Carries an edit-distance DP row down the trie and prunes a subtree once its best cell exceeds the budget. Consequences:

  • Handles a matrix-weighted score budget (BLOSUM62 or a custom matrix) and indels naturally.

  • Cost is independent of the edit count, so it scales better to large budgets / long range.

  • It tracks a single cost, so it enforces max_total_edits + max_penalty but not the per-type caps; n_subs / n_ins / n_dels are reported as 0 (use align() to recover the breakdown).

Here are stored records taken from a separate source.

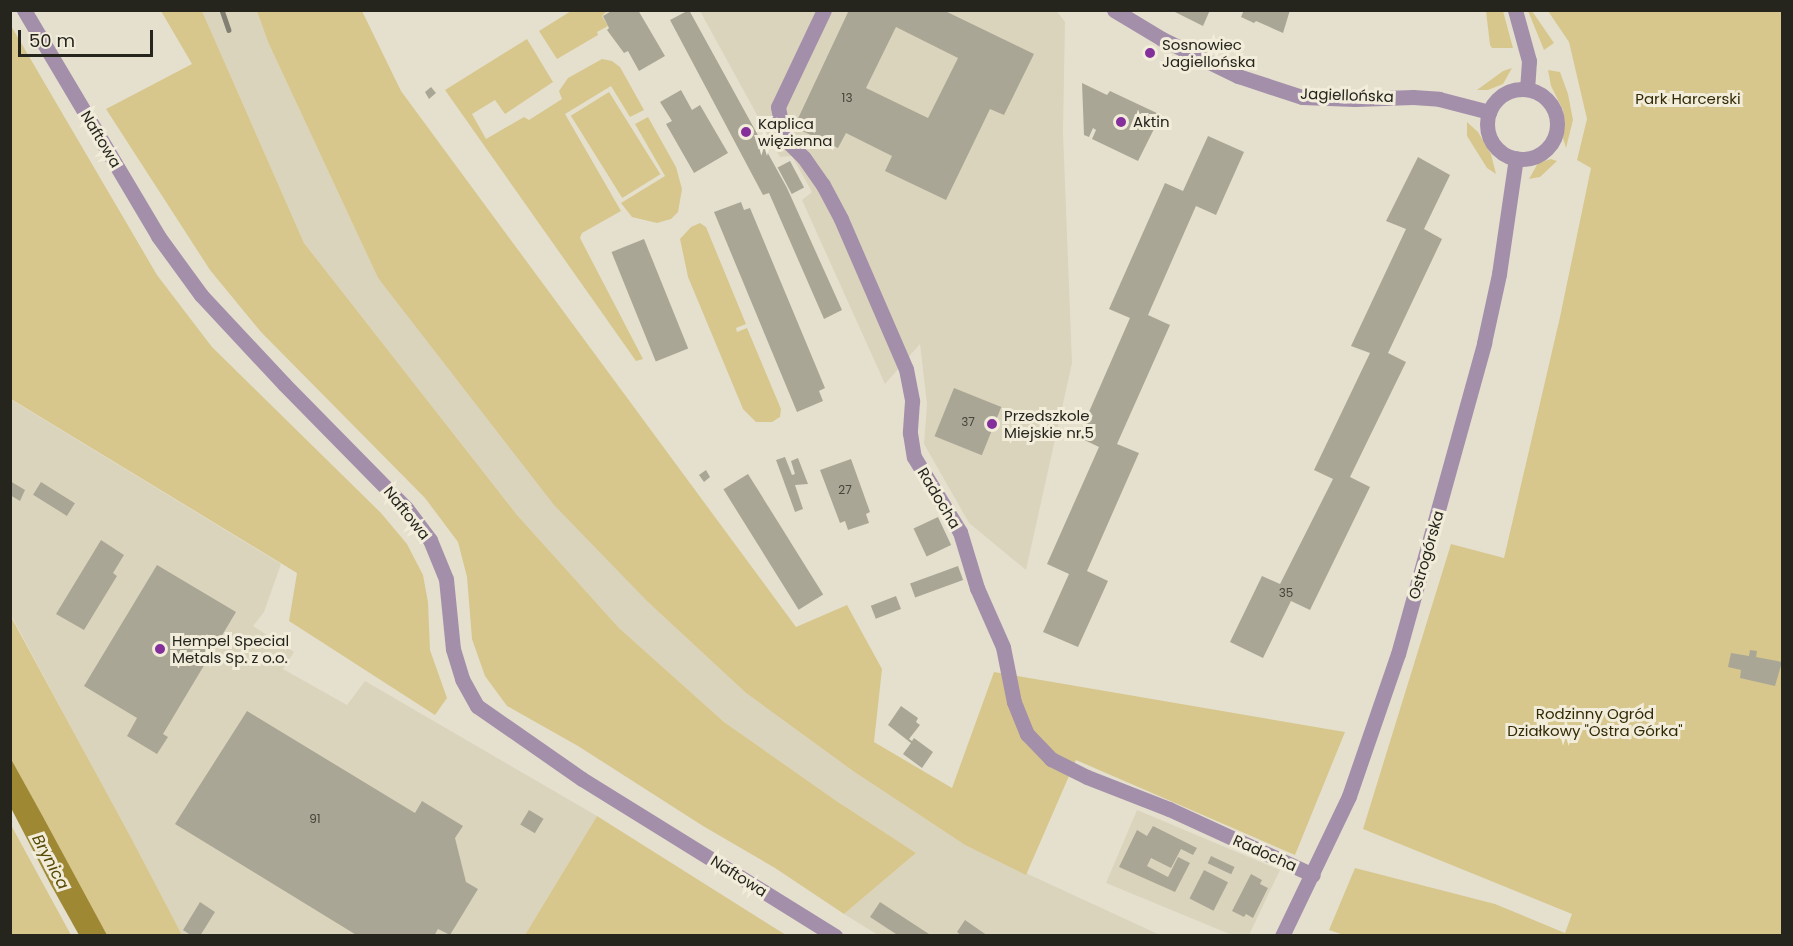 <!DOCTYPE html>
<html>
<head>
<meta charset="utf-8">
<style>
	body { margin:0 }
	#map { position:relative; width:1793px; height:946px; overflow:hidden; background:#e5e0ce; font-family:Poppins,sans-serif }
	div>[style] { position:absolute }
	.built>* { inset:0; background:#dbd4bc }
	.green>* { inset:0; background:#d7c78d; transform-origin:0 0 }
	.water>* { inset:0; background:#9e8834 }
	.building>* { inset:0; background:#aaa695; transform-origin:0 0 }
	.minor>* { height:15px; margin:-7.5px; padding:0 7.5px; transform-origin:7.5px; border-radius:7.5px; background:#a48fab }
	.tertiary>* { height:15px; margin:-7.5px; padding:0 7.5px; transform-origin:7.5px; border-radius:7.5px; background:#a48fab }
	.tertiary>.ring { margin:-7.5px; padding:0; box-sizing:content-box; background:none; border:15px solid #a48fab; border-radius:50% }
	.rail>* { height:4.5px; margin:-2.25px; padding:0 2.25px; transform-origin:2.25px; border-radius:2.25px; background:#817e72 }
	.dots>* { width:16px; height:16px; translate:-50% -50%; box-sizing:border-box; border:3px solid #f2eddb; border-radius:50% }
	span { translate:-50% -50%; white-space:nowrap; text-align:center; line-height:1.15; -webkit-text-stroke:6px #f2eddb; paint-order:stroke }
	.number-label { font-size:12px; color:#46443b }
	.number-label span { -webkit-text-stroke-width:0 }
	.poi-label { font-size:15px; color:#25241d }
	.left { translate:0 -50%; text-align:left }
	.street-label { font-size:15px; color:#25241d }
	.park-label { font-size:15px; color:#332904 }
	.water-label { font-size:16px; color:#574803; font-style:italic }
	.frame { position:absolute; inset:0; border:12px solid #25241d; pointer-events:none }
	.scale { position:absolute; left:18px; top:30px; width:135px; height:27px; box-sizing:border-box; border:3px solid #25241d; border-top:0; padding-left:8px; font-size:18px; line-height:21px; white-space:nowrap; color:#25241d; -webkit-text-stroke:4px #f2eddb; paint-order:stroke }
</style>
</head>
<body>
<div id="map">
	<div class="built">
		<div style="clip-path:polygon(1056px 10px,1065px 22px,1063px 132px,1072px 363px,1026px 570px,969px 523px,924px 444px,927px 404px,920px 344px,885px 384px,802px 200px,812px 192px,792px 156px,780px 157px,700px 11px)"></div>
		<div style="clip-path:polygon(202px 11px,257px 11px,268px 42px,378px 278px,649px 603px,746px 693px,853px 771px,965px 845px,1160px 935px,878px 935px,844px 914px,916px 853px,835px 800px,724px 722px,619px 628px,517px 515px,304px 243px)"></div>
		<div style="clip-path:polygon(10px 399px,281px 564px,264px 612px,253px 626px,294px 652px,283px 669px,347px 705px,365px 681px,597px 816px,525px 935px,182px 935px,11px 615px)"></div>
		<div style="clip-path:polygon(1137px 810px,1280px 870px,1249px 935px,1232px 935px,1106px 883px)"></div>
	</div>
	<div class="green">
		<div style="clip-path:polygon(608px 10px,602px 16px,608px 26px,597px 32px,598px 35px,557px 59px,539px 31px,571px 11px)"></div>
		<div style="clip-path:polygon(161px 11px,202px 11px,304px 243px,517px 515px,619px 628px,724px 722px,835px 800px,916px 853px,844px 914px,775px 868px,703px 826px,578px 746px,507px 706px,485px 676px,472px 639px,467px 577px,458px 542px,425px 498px,261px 332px,210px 270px,106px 109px,192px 64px)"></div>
		<div style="clip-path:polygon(257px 11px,362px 11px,401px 91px,796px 627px,847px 605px,882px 669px,874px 742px,952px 788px,994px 672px,1345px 732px,1295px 855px,1076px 760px,1026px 875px,965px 845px,853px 771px,746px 693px,649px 603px,554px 505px,378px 278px,268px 42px)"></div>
		<div style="clip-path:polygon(1486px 11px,1503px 11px,1513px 48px,1492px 48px,1490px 45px)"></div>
		<div style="clip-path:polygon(1528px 11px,1532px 11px,1554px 43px,1544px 50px)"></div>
		<div style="clip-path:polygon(1548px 11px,1782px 11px,1782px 935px,1347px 936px,1329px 930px,1355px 868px,1495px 904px,1565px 933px,1572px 914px,1363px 829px,1451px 544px,1504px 558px,1560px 317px,1591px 168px,1577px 160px,1587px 119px,1569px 42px)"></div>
		<div style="clip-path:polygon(10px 24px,157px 275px,212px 347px,381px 513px,407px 544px,423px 575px,428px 602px,430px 650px,447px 698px,435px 715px,289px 621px,297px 573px,11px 399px)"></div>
		<div style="clip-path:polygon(527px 39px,553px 82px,505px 114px,495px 100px,472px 114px,486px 139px,524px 117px,529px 120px,562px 99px,559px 91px,568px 78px,602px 59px,612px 61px,620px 67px,644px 110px,630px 117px,611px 86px,565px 114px,621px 211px,582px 233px,580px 238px,643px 359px,636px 361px,445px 90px)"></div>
		<div style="clip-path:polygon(1512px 68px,1503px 84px,1488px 90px,1477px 90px,1503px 71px)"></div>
		<div style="clip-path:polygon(1548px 70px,1560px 72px,1568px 94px,1573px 120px,1566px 148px,1563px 138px,1563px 110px,1551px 86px)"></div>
		<div style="left:609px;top:92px;width:97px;height:45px;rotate:58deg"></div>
		<div style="clip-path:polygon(648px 117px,676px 167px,682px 189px,678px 212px,671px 219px,657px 223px,632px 217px,621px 203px,665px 176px,635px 124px)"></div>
		<div style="clip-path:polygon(1467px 122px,1478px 132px,1491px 154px,1496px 174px,1487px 168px,1467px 136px)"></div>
		<div style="clip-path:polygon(1551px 159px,1557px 161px,1540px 177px,1529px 179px,1538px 163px)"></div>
		<div style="clip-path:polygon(700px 223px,706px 227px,746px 324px,736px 328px,737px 332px,747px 328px,781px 409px,780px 417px,772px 422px,756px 422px,743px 409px,688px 277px,680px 239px,691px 227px)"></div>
		<div style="clip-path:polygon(10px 615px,130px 836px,182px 935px,107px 935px,11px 759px)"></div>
		<div style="clip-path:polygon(597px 816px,786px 935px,525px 935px)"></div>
		<div style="clip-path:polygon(10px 825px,11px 825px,71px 935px,11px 935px)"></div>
	</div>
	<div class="water">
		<div style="clip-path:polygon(11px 759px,42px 815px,107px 935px,79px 935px,51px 885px,11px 808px)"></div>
	</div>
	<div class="building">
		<div style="clip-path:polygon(613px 10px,638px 10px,665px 56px,639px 71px,628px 51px,624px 53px,607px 30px,609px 28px,603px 16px)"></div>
		<div style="clip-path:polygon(689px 10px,787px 188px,842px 310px,824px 319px,769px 193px,763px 195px,670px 20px)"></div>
		<div style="clip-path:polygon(evenodd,849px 10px,943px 10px,1034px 54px,1004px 115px,990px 109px,946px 200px,885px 171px,892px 156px,846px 133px,838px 148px,794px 127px,849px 10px,896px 27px,958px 58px,928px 118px,866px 88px,896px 27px)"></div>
		<div style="clip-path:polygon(1171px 10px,1210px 10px,1203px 26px)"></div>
		<div style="clip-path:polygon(1244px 10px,1290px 10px,1283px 33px,1256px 21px,1254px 23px,1241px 17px)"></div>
		<div style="clip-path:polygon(1082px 83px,1107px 95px,1110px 91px,1161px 115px,1138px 161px,1092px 139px,1096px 130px,1093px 128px,1089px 137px,1084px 135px)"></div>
		<div style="clip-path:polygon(431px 87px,436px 93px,429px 99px,425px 92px)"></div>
		<div style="clip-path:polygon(681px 90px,692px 110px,700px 105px,728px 153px,694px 173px,666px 124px,672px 121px,660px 102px)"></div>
		<div style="clip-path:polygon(1208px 136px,1244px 152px,1216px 215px,1196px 206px,1148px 315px,1170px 325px,1117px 444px,1139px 453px,1087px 571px,1108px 581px,1078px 647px,1043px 632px,1069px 574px,1047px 564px,1099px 447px,1078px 437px,1130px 318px,1109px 309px,1165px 183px,1183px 191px)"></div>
		<div style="clip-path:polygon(1418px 157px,1450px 175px,1424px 229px,1442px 239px,1388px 353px,1406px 362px,1350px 477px,1370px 487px,1310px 610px,1291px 601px,1263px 658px,1230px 642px,1262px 576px,1280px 584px,1333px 479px,1314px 470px,1370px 353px,1351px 346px,1406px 229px,1386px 221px)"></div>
		<div style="left:790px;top:161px;width:30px;height:14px;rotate:62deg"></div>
		<div style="clip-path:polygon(741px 202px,744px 210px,750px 208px,825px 388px,819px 391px,823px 401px,797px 412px,714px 212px)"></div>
		<div style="left:644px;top:239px;width:118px;height:35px;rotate:68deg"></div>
		<div style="left:954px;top:388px;width:51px;height:52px;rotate:22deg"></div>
		<div style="clip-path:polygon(785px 457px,792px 475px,795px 474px,791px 461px,798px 458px,808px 484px,795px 485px,803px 509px,795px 512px,776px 460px)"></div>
		<div style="clip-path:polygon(851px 459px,870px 512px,866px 514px,869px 523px,848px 530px,845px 521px,840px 523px,820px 470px)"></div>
		<div style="clip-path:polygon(706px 470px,710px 477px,704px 482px,699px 475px)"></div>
		<div style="left:748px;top:474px;width:142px;height:29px;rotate:58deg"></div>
		<div style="clip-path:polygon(10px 481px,25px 490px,20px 501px,10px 495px)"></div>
		<div style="left:41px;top:482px;width:40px;height:15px;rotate:32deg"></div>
		<div style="left:938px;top:517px;width:31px;height:27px;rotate:65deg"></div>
		<div style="clip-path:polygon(101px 540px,124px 555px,113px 573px,117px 576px,84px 630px,56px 614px)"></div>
		<div style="clip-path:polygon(157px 565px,236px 612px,163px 734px,168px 737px,157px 754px,127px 736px,137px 718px,84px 686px)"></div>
		<div style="left:958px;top:566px;width:15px;height:51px;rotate:70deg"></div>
		<div style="left:896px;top:596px;width:14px;height:27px;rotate:69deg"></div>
		<div style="clip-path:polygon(1750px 650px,1757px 651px,1756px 657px,1782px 662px,1775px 686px,1740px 678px,1741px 670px,1728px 667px,1731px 653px,1749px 656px)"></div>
		<div style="clip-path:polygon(901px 706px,918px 718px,916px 722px,920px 725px,909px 739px,912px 741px,914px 738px,933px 752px,922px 768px,903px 754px,911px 743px,888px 725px)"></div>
		<div style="clip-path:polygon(247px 711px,415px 813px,422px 801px,463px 826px,455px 838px,466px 882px,478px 889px,450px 935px,438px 929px,434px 936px,358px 936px,175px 824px)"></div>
		<div style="left:529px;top:810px;width:17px;height:17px;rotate:31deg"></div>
		<div style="clip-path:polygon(1153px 826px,1197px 848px,1193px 855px,1181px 849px,1171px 868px,1151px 858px,1147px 866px,1168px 877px,1178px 857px,1190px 863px,1175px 892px,1119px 867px,1137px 830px,1147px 836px)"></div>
		<div style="left:1211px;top:856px;width:26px;height:8px;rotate:25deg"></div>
		<div style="left:1204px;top:870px;width:27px;height:32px;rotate:27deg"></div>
		<div style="clip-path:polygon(1251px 874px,1262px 880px,1260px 884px,1268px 888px,1253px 918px,1246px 914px,1244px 917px,1232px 911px)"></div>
		<div style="clip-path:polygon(200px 902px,215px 912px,200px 936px,192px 936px,183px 930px)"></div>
		<div style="clip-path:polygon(880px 902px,932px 936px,899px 936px,870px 917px)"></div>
		<div style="clip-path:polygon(965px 920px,988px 936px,962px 936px,957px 932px)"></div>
	</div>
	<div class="minor">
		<div style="left:824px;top:10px;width:107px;rotate:115.4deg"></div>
		<div style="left:778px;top:107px;width:32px;rotate:79deg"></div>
		<div style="left:784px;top:138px;width:28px;rotate:45deg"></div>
		<div style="left:804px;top:158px;width:33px;rotate:55deg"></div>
		<div style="left:823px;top:185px;width:38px;rotate:62deg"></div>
		<div style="left:841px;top:219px;width:163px;rotate:66.6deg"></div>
		<div style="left:906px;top:369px;width:33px;rotate:79deg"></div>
		<div style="left:912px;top:401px;width:32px;rotate:94deg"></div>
		<div style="left:910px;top:433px;width:24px;rotate:81deg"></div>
		<div style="left:914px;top:457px;width:88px;rotate:58.5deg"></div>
		<div style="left:960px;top:532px;width:59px;rotate:73.1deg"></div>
		<div style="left:977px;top:588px;width:64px;rotate:66.2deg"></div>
		<div style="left:1003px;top:647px;width:56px;rotate:78.7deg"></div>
		<div style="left:1014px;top:702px;width:35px;rotate:68deg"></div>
		<div style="left:1027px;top:734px;width:35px;rotate:46deg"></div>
		<div style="left:1051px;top:759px;width:40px;rotate:26.6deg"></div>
		<div style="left:1087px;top:777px;width:88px;rotate:21.3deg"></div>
		<div style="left:1169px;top:809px;width:158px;rotate:24.6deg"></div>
	</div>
	<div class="tertiary">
		<div style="left:24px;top:10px;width:263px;rotate:59.3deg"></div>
		<div style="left:158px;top:236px;width:73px;rotate:53.9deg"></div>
		<div style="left:201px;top:295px;width:122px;rotate:47deg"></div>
		<div style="left:284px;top:384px;width:174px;rotate:45.5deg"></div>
		<div style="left:406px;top:508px;width:40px;rotate:53deg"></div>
		<div style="left:430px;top:540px;width:42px;rotate:67.7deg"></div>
		<div style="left:446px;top:579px;width:70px;rotate:84.3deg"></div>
		<div style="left:453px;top:649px;width:31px;rotate:73deg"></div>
		<div style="left:462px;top:679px;width:31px;rotate:61deg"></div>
		<div style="left:477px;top:706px;width:128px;rotate:34.8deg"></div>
		<div style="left:582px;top:779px;width:298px;rotate:31.8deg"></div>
		<div style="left:1114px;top:10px;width:56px;rotate:31.1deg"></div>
		<div style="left:1162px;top:39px;width:85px;rotate:26deg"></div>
		<div style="left:1238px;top:76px;width:67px;rotate:18.2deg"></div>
		<div style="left:1302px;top:97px;width:53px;rotate:2.2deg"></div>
		<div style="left:1355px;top:99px;width:58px;rotate:-2deg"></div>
		<div style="left:1413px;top:97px;width:26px;rotate:4deg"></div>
		<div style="left:1439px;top:99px;width:52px;rotate:14.6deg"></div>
		<div style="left:1515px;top:10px;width:53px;rotate:74.6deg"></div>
		<div style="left:1529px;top:61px;width:28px;rotate:94deg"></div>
		<div class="ring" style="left:1487px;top:89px;width:55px;height:55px"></div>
		<div style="left:1282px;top:936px;width:155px;rotate:-64.4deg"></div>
		<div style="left:1349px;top:796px;width:150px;rotate:-71deg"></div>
		<div style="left:1398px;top:654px;width:323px;rotate:-74.5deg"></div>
		<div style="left:1484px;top:343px;width:71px;rotate:-77.7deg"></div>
		<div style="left:1499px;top:274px;width:117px;rotate:-81.7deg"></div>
	</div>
	<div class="rail">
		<div style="left:222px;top:10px;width:21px;rotate:71deg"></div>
	</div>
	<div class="dots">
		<div style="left:1150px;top:53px;background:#852f9c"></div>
		<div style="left:1121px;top:122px;background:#852f9c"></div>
		<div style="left:746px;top:132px;background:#852f9c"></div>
		<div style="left:992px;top:424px;background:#852f9c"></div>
		<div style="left:160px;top:649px;background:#852f9c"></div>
	</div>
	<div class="number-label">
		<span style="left:847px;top:98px">13</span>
		<span style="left:968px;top:422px">37</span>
		<span style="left:845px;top:490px">27</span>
		<span style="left:1286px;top:593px">35</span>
		<span style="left:315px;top:819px">91</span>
	</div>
	<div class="poi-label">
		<span class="left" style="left:1162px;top:53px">Sosnowiec<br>Jagiellońska</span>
		<span class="left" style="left:1133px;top:122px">Aktin</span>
		<span class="left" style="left:758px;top:132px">Kaplica<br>więzienna</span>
		<span class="left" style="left:1004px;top:424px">Przedszkole<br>Miejskie nr.5</span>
		<span class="left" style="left:172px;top:649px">Hempel Special<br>Metals Sp. z o.o.</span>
	</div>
	<div class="street-label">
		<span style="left:1347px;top:95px;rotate:2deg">Jagiellońska</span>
		<span style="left:101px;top:139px;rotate:59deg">Naftowa</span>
		<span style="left:939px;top:498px;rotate:59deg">Radocha</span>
		<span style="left:407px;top:513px;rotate:51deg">Naftowa</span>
		<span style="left:1426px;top:555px;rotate:-74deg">Ostrogórska</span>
		<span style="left:1265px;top:853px;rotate:24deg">Radocha</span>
		<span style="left:739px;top:876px;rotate:32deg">Naftowa</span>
	</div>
	<div class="park-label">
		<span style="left:1688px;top:99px">Park Harcerski</span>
		<span style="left:1595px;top:722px">Rodzinny Ogród<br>Działkowy "Ostra Górka"</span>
	</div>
	<div class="water-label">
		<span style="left:50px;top:862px;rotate:62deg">Brynica</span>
	</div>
	<div class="frame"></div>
	<div class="scale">50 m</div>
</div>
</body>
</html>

engine="auto" routes substitution-only / small-k indel work to seqtm and matrix-weighted budgets to seqtrie.

Scoring#

Scores are non-negative penalties where 0 is an exact match. Similarity matrices such as BLOSUM62 are converted at load time via the Gram→squared-distance transform pen[a][b] = sim[a][a] + sim[b][b] - 2*sim[a][b] — i.e. ‖φ(a) - φ(b)‖² if the score is read as an inner product sim(a,b) = ⟨φ(a), φ(b)⟩. It is symmetric, 0 on the identity, and non-negative for BLOSUM/PAM (the diagonal is each row’s maximum), so every edit adds a non-negative cost and the budget prune stays valid. Note penalties are roughly twice the scale of the raw score gaps, so in matrix mode set gap_open / max_penalty accordingly. With no matrix, the cost is unit (1 per substitution and per gap position; linear gaps in v1).

Alphabets#

"aa" (20 amino acids in BLOSUM62 order plus B Z X *), "nt" (ACGT), and "iupac" (nucleotide ambiguity codes). Encoding is case-insensitive; a symbol outside the alphabet raises an error at build or search time.